Trafaria (Portugal), Vista geral e rio Tejo, ed. Martins/Martins & Silva, 28, década de 1900. Imagem: |
Esta localidade tinha, em 1940, 1716 habitantes, repartidos em 679 lareiras e cerca de 700 famílias, das quais hoje [1946] apenas 40 vivem bem.
Há na Trafaria 330 famílias indigentes, o que quer dizer que cerca de 50% da população se encontra nesta má situação económica.
A localidade foi, na sua origem, uma aldeia de pescadores.
Aproximadamente no ano 1914, vieram instalar-se nela 3 fábricas de conservas de peixe.
Nesta altura, o peixe abundava na costa da Trafaria, de tal modo que as fábricas empregaram, além dos homens locais, operários que ali chegaram de fora.
Transporte da sardinha na Trafaria, Joshua Benoliel, início do século XX. Imagem: Arquivo Municipal de Lisboa |
Mas actualmente, como já o dissemos, não se acha peixe nenhum perto da costa.
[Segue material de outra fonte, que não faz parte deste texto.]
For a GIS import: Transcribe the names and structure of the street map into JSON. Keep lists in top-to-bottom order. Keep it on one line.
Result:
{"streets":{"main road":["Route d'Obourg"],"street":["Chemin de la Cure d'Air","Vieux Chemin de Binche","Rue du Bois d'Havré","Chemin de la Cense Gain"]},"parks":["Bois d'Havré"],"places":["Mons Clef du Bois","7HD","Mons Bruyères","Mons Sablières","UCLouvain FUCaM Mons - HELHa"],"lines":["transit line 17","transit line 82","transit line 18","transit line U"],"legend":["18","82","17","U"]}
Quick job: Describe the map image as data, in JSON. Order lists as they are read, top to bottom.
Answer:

Ora, os pescadores não estão apetrechados para poder pescar ao largo da costa.
Trafaria, João Ribeiro Cristino da Silva, 1933. Imagem: Cabral Moncada Leilões |
De maneira que a base económica da Trafaria deixou de existir.
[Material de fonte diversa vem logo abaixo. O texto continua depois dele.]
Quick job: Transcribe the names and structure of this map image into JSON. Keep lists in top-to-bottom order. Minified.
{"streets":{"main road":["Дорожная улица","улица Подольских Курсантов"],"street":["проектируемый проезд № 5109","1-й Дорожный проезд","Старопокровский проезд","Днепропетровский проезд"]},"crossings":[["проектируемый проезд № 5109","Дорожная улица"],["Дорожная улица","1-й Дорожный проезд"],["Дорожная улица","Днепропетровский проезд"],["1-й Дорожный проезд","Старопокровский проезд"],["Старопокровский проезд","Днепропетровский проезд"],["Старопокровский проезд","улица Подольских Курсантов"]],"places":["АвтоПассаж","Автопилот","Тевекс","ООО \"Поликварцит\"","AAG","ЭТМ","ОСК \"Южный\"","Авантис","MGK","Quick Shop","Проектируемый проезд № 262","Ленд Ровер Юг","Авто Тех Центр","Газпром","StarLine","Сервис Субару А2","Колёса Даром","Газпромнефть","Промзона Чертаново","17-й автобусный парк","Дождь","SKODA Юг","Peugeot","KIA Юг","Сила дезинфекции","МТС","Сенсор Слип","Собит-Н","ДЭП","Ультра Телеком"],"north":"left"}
As duas fábricas de conservas não trabalham senão por intermitência, e a população local caiu na miséria.
O único expediente da localidade reside no facto de o desembarcadouro para os turistas da Costa de Caparica estar neste ponto da margem Sul do Tejo.
Les amants du Tage, Henri Verneuil , 1954. Imagem: CAIS DO OLHAR |
A Trafaria é portanto um lugar de trânsito e de estacionamento para os autocarros desta carreira.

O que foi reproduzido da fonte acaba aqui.